Die Bürgerschaft der Hansestadt Stralsund beschließt die Bestätigung der Stellungnahme der Hansestadt Stralsund im Rahmen der 3. Beteiligung zur Zweiten Änderung des Regionalen Raumentwicklungsprogramms Vorpommern, Entwurf  2017 mit dazugehörigem Umweltbericht.

 


Lösungsvorschlag:

 

Die Stellungnahme der Hansestadt Stralsund äußert sich zur Betroffenheit der Stadt durch die neue planerische Öffnungsklausel. Die Visualisierungen der Sichtbarkeitsanalyse zur Ersten Änderung des RREP VP zeigen nachvollziehbar, dass Windenergieanlagen mit einer Gesamthöhe über 70 m im Altgebiet Altefähr zu einer Beeinträchtigung der geschützten Altstadtsilhouette führen würden.

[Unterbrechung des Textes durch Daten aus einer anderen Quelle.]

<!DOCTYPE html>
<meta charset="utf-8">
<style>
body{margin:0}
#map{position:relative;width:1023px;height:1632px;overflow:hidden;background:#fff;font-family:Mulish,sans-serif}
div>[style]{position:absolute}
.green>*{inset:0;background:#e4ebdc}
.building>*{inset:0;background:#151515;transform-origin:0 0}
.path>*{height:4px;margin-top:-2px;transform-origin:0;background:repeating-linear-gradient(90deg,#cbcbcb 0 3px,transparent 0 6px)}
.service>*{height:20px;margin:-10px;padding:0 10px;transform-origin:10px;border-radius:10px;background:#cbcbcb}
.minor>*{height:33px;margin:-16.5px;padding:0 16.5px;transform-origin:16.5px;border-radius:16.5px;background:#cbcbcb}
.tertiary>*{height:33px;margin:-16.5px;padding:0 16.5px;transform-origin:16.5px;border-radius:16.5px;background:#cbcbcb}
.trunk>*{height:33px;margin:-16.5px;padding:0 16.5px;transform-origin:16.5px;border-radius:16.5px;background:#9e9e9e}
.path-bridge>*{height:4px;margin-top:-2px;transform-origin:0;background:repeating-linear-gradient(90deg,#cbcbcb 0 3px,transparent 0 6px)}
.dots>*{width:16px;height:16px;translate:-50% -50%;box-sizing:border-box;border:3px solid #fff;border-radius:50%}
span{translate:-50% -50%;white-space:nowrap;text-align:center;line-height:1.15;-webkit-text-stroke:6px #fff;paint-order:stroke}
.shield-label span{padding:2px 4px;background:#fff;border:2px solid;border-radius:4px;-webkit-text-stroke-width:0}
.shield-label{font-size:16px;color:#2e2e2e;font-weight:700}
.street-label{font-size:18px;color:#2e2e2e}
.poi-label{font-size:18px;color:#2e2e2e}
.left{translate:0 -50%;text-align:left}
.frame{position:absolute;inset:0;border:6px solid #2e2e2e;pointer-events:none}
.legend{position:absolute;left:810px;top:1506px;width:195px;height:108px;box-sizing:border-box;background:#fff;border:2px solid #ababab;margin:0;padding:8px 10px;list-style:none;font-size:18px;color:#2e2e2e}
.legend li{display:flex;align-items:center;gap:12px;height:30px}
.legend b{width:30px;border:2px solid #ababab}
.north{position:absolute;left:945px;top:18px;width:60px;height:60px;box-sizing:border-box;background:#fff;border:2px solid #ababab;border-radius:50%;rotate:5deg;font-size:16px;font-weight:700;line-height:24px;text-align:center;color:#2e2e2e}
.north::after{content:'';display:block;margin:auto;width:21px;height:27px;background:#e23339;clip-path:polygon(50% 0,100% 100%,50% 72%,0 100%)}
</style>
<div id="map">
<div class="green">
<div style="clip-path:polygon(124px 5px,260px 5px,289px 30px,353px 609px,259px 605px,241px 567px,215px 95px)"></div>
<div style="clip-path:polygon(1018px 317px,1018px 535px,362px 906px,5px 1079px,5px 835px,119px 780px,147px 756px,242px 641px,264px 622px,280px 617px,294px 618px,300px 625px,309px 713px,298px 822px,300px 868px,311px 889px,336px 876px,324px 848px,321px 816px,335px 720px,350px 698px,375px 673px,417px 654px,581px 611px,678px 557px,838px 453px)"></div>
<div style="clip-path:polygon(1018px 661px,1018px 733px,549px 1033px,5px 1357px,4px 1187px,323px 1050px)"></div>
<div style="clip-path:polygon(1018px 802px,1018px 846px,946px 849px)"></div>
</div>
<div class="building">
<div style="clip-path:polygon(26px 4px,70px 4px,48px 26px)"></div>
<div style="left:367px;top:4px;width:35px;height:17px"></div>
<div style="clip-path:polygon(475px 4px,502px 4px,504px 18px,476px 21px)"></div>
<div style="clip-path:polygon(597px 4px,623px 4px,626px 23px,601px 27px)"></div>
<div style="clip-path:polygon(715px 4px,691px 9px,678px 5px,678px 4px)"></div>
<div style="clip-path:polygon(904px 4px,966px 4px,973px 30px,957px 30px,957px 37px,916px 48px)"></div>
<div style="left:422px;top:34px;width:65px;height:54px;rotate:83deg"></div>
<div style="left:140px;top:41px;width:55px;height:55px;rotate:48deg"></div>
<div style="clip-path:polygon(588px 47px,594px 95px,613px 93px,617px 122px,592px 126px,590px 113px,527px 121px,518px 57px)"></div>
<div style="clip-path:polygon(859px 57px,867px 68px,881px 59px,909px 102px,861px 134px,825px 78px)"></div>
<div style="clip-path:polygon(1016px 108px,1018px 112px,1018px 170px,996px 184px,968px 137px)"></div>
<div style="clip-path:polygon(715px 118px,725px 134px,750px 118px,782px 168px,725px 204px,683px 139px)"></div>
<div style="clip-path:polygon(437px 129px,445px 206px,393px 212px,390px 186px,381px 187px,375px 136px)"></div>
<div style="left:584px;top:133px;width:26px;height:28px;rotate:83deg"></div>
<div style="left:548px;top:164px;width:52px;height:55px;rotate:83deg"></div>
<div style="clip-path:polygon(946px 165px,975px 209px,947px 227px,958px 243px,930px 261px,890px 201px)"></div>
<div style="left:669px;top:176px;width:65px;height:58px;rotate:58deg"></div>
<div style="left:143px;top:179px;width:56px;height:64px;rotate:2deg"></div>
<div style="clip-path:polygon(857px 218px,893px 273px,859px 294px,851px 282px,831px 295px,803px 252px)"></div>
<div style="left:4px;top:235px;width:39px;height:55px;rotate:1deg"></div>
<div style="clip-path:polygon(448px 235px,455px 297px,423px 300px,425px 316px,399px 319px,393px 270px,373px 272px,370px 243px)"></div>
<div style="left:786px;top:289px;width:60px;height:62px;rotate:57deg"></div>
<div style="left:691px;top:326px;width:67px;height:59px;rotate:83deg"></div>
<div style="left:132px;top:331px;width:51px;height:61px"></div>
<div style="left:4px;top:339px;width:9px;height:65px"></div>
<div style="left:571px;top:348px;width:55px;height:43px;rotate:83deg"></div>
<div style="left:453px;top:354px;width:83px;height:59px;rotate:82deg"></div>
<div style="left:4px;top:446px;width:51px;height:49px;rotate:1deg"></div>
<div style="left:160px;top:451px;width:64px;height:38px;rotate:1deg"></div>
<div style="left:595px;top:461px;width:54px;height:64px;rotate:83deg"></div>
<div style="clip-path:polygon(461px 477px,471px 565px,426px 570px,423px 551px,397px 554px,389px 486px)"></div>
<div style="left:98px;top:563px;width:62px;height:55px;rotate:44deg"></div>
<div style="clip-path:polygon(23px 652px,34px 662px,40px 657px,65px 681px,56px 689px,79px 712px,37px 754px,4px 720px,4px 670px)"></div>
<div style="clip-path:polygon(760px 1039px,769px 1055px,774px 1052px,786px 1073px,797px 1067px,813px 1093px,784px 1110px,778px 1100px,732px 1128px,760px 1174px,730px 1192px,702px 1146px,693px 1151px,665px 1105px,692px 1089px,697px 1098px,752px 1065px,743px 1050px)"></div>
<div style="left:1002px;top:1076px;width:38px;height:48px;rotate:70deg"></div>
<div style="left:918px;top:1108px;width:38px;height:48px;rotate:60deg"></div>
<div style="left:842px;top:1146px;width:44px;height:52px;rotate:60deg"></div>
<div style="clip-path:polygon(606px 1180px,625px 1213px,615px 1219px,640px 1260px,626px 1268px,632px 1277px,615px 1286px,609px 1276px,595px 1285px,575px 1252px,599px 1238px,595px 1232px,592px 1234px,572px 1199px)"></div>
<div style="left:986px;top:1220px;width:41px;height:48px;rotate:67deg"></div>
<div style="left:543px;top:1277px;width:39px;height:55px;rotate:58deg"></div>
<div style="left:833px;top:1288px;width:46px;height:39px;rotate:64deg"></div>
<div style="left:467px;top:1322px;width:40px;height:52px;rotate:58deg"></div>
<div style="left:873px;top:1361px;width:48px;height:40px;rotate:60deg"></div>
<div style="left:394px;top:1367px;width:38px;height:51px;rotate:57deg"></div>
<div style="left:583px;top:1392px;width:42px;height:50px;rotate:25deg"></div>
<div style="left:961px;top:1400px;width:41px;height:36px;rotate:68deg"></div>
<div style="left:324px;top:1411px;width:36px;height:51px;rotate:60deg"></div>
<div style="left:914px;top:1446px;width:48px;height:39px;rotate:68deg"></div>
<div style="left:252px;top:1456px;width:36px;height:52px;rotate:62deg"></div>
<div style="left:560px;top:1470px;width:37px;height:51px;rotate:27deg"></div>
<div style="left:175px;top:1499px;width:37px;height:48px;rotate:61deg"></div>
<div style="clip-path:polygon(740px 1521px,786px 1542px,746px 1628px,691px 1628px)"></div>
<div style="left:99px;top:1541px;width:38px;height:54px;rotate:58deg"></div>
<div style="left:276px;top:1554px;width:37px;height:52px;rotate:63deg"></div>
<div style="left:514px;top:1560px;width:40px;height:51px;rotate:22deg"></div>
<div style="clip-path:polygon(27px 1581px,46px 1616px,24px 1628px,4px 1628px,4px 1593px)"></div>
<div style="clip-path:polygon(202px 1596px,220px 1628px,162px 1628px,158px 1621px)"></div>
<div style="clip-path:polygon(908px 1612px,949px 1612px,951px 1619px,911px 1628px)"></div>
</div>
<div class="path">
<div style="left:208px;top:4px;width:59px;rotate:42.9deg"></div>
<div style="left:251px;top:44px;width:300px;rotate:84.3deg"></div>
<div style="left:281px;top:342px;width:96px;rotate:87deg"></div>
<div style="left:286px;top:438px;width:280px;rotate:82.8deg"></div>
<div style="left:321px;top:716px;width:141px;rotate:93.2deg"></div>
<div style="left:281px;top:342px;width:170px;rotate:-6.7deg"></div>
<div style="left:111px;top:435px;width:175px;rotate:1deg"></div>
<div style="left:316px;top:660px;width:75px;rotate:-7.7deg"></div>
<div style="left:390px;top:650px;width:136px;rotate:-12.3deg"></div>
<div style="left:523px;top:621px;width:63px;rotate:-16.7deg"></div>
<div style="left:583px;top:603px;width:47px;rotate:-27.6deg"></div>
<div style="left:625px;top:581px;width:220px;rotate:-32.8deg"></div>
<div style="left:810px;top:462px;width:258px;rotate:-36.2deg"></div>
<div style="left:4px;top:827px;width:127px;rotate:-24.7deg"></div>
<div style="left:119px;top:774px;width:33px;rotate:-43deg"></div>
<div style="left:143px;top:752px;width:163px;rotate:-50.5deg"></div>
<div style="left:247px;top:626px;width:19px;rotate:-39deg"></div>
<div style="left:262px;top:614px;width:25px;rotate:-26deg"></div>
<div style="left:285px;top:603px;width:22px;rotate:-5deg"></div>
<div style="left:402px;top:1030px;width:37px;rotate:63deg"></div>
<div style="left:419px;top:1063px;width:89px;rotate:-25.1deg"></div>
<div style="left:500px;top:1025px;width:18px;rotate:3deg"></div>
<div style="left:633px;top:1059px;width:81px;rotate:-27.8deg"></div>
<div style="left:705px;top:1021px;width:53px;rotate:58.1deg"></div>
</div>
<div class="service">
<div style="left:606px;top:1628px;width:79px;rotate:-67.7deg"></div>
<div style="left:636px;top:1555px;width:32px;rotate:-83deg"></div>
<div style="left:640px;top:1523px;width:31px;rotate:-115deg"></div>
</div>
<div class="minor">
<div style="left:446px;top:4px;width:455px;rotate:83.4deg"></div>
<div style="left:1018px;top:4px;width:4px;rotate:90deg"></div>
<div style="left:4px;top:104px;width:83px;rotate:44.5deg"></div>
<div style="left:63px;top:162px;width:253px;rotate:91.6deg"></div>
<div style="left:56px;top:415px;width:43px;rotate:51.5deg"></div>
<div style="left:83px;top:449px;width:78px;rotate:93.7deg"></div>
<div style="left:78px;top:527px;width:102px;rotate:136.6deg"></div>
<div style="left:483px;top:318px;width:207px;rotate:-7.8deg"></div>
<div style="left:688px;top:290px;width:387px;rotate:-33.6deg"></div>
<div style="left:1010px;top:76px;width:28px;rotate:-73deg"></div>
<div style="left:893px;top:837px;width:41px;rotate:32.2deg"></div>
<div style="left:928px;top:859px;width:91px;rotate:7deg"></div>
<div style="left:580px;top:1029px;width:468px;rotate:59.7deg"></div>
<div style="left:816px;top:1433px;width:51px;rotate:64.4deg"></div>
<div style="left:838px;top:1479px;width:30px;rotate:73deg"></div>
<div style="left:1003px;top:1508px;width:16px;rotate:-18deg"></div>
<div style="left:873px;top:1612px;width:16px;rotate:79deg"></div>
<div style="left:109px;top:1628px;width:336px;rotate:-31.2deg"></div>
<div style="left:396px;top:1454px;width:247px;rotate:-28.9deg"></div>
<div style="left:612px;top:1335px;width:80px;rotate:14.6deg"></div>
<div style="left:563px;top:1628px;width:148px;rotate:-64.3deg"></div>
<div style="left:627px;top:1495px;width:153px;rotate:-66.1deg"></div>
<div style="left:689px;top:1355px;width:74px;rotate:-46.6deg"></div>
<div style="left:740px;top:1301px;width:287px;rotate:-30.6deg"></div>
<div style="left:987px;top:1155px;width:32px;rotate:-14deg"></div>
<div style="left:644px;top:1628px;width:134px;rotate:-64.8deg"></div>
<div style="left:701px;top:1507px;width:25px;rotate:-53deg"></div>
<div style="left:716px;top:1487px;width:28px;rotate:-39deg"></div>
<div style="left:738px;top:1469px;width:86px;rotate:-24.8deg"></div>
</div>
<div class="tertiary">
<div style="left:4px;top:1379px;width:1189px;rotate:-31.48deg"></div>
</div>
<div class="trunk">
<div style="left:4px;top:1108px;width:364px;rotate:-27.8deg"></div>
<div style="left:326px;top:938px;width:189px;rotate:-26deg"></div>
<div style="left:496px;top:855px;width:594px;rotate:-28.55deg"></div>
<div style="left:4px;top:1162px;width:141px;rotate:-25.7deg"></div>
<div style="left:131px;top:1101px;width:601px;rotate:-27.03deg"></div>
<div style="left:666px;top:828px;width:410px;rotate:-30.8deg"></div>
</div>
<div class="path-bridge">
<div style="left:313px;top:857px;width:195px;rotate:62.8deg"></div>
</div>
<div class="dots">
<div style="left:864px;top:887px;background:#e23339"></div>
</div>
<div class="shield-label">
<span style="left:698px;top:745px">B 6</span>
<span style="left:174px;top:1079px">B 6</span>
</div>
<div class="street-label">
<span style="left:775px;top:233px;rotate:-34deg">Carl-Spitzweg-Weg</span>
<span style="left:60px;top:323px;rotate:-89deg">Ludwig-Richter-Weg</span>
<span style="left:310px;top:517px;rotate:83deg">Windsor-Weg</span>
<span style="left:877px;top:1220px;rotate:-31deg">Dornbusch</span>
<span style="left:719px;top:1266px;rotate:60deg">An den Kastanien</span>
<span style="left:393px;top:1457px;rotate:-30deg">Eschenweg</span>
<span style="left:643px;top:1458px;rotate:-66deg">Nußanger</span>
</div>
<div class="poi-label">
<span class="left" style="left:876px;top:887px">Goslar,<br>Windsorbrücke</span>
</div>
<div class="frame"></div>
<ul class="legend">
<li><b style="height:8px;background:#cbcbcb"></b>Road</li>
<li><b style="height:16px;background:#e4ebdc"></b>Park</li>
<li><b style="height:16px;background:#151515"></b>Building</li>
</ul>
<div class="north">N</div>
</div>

Eine Beeinträchtigung der UNESCO-Welterbestätte Historische Altstadt Stralsund ist jedoch zwingend auszuschließen. Deshalb ist die Anwendung der planerischen Öffnungsklausel für das Altgebiet Altefähr strikt abzulehnen.

 

Diese konsequente Haltung unterstützen auch die für die Welterbestätte Historische Altstädte Stralsund und Wismar zuständigen Mitglieder der Monitoring Gruppe des Deutschen Nationalkomitees von ICOMOS.

 

Sollte der Ausschluss des Altgebietes Altefähr aus dem Geltungsbereich der planerischen Öffnungsklausel nicht erfolgen, ist die planerische Öffnungsklausel abzulehnen.

 

Die fehlende Prüfung der durch den Wegfall der Höhenbegrenzung im Altgebiet Altefähr zu erwartenden Auswirkungen auf die geschützte Stadtansicht der UNESCO-Welterbestätte Historische Altstadt Stralsund wird als Mangel des Umweltberichtes beanstandet. Gegebenenfalls hätte diese zum Ausschluss des Altgebietes Altefähr von der Planerischen Öffnungsklausel führen können. Deshalb ist diese Prüfung im Umweltbericht zu ergänzen.

 

Der Bürgerschaft wird empfohlen, die vorliegende Stellungnahme zu bestätigen. Der Beschluss zur Stellungnahme wird dem  Regionalen Planungsverband umgehend vorgelegt.

 


Alternativen:

 

Da sich aus der Zweiten Änderung des RREP VP Auswirkungen auch auf die Hansestadt Stralsund ergeben können, kann eine Alternative nicht empfohlen werden.